[Exercise]: Through the line with "1px #a0827c) drop-shadow(0" and starting from the first line, return the records below word for word, with pictures left out.

[Stored entries]:
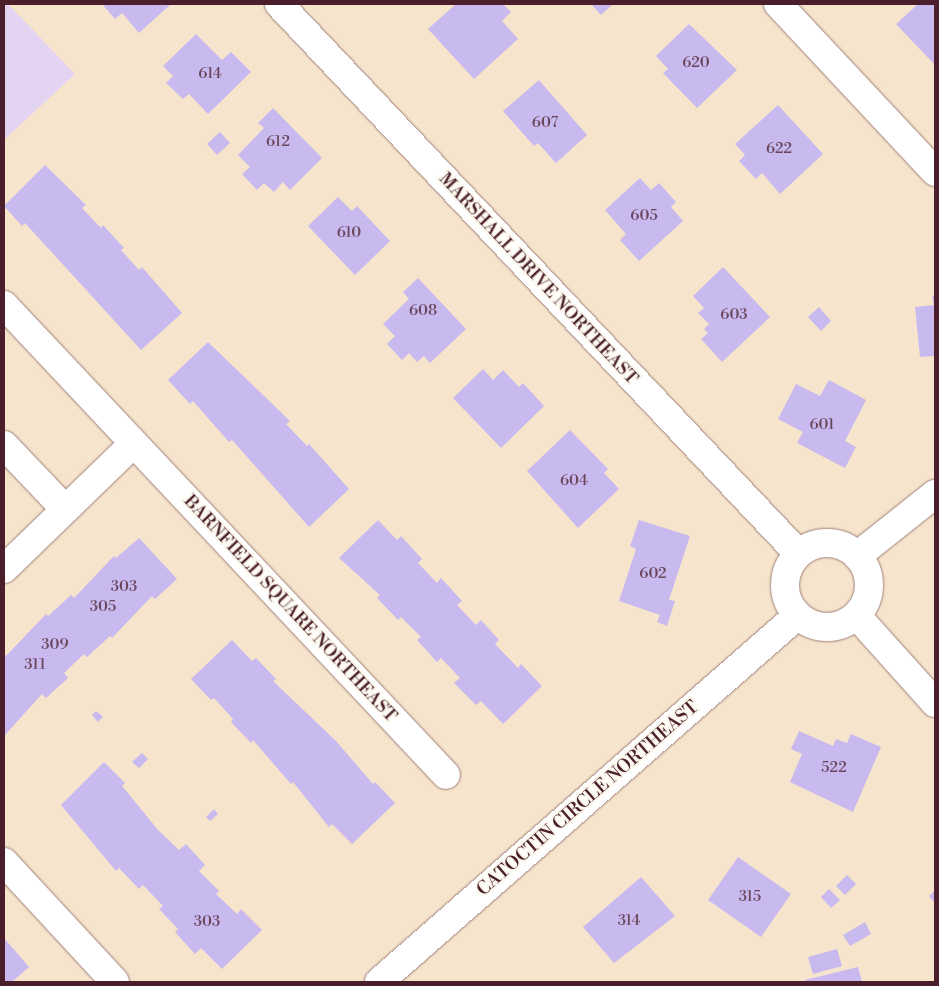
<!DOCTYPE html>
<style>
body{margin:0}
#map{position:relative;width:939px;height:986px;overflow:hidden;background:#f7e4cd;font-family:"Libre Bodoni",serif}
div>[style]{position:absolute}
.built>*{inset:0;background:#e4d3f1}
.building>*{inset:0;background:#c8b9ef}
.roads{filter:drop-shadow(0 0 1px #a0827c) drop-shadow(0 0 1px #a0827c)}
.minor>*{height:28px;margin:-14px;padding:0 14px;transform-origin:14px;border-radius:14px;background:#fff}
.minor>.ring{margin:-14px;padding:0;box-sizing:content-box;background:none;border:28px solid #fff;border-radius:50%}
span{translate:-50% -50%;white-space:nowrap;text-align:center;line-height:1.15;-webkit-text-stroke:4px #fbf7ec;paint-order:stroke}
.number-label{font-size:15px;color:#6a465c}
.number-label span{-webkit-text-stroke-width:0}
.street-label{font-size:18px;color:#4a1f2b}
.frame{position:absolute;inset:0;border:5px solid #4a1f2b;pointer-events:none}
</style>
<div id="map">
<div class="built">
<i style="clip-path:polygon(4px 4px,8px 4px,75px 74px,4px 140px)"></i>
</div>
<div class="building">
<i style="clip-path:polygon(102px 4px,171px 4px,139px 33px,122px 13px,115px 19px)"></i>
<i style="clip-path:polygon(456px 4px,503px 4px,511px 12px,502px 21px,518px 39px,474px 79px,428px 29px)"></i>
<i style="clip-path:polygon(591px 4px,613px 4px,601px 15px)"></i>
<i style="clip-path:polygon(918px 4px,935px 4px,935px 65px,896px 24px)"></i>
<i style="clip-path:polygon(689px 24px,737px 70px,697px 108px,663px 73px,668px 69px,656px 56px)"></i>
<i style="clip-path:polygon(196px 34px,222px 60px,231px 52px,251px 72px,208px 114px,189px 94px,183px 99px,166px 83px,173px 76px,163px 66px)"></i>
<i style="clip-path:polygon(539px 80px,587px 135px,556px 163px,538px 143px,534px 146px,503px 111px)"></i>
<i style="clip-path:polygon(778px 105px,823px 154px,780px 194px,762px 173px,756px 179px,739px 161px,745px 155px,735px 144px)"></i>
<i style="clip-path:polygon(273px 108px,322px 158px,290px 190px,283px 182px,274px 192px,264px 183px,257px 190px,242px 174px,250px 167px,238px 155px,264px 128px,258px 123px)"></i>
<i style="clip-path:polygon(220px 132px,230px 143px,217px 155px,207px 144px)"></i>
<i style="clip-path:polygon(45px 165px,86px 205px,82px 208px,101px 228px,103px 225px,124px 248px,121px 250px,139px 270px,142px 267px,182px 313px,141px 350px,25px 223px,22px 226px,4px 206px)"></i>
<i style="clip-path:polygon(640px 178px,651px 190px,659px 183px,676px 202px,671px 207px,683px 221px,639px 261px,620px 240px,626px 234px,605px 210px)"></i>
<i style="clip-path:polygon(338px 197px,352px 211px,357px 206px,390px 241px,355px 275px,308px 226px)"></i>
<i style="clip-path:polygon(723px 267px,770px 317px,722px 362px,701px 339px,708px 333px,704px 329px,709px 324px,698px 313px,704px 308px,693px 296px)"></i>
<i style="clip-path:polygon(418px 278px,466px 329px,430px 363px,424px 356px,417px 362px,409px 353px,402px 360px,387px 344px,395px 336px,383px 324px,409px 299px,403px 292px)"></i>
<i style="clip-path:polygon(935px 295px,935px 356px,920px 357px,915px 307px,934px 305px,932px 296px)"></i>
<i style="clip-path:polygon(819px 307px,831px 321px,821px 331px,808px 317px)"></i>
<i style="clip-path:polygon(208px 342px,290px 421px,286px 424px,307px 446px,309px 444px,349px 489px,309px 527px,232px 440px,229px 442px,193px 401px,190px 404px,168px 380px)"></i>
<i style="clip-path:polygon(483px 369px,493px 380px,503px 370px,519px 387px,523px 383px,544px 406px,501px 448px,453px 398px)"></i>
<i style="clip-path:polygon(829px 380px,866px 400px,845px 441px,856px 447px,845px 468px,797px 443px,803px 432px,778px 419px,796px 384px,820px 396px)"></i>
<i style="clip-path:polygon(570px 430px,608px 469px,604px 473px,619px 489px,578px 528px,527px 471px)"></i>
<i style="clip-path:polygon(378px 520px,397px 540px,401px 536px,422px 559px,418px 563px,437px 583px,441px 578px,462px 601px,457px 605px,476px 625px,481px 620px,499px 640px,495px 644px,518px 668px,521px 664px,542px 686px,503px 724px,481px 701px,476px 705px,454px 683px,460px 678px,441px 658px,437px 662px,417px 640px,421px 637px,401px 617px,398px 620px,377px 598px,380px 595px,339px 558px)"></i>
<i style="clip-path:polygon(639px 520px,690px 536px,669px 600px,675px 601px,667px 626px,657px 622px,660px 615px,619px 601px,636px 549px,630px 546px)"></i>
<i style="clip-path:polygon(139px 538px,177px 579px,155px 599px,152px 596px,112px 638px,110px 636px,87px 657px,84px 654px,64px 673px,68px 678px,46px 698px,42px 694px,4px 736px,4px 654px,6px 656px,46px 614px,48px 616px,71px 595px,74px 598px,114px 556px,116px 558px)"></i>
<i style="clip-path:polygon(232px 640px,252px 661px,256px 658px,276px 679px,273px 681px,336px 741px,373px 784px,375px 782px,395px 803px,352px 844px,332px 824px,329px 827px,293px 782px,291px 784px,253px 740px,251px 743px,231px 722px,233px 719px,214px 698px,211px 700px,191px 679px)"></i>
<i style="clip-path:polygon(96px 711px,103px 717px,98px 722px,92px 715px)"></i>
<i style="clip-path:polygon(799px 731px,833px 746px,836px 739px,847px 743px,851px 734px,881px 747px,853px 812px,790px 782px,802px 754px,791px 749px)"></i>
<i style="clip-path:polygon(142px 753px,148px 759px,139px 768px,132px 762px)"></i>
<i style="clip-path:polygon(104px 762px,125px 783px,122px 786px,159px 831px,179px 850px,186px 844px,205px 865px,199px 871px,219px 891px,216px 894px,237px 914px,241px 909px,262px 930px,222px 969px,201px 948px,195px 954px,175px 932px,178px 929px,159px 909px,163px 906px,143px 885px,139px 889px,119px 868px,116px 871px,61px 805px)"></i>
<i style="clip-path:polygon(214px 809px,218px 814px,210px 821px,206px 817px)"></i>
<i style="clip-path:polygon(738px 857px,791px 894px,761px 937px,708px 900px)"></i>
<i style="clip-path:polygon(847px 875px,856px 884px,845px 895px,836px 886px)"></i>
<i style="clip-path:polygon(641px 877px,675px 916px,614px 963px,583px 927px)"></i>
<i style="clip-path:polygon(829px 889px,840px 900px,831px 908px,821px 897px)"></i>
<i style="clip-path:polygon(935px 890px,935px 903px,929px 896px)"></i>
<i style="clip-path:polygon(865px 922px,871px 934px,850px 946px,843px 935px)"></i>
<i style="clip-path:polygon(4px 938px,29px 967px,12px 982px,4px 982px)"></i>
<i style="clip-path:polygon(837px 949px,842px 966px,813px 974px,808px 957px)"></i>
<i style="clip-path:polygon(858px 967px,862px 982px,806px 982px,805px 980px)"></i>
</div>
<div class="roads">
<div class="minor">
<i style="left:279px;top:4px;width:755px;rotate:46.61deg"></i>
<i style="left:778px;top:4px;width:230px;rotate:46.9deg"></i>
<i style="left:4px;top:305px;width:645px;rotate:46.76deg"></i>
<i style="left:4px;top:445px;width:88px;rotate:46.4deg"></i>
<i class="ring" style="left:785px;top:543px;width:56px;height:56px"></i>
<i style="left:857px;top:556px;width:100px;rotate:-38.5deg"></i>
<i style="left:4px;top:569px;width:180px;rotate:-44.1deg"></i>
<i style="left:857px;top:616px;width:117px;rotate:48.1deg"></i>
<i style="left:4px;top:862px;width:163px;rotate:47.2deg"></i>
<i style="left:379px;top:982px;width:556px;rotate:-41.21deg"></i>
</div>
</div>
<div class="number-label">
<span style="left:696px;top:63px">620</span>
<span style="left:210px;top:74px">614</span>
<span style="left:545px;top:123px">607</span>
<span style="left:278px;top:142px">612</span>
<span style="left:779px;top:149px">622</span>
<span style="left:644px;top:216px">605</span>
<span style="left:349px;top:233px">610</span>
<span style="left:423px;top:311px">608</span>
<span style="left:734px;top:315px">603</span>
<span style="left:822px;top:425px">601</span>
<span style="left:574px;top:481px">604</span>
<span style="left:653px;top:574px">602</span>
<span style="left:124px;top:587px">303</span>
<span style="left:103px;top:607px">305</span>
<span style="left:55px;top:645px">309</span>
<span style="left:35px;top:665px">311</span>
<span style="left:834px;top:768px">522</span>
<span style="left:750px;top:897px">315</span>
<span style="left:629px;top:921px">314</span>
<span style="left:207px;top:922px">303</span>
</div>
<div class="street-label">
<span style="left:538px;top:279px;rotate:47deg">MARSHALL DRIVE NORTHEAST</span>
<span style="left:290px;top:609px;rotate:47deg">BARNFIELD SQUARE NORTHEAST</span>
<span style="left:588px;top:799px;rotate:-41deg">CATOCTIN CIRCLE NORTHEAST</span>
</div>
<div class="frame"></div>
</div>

[Task response]:
<!DOCTYPE html>
<style>
body{margin:0}
#map{position:relative;width:939px;height:986px;overflow:hidden;background:#f7e4cd;font-family:"Libre Bodoni",serif}
div>[style]{position:absolute}
.built>*{inset:0;background:#e4d3f1}
.building>*{inset:0;background:#c8b9ef}
.roads{filter:drop-shadow(0 0 1px #a0827c) drop-shadow(0 0 1px #a0827c)}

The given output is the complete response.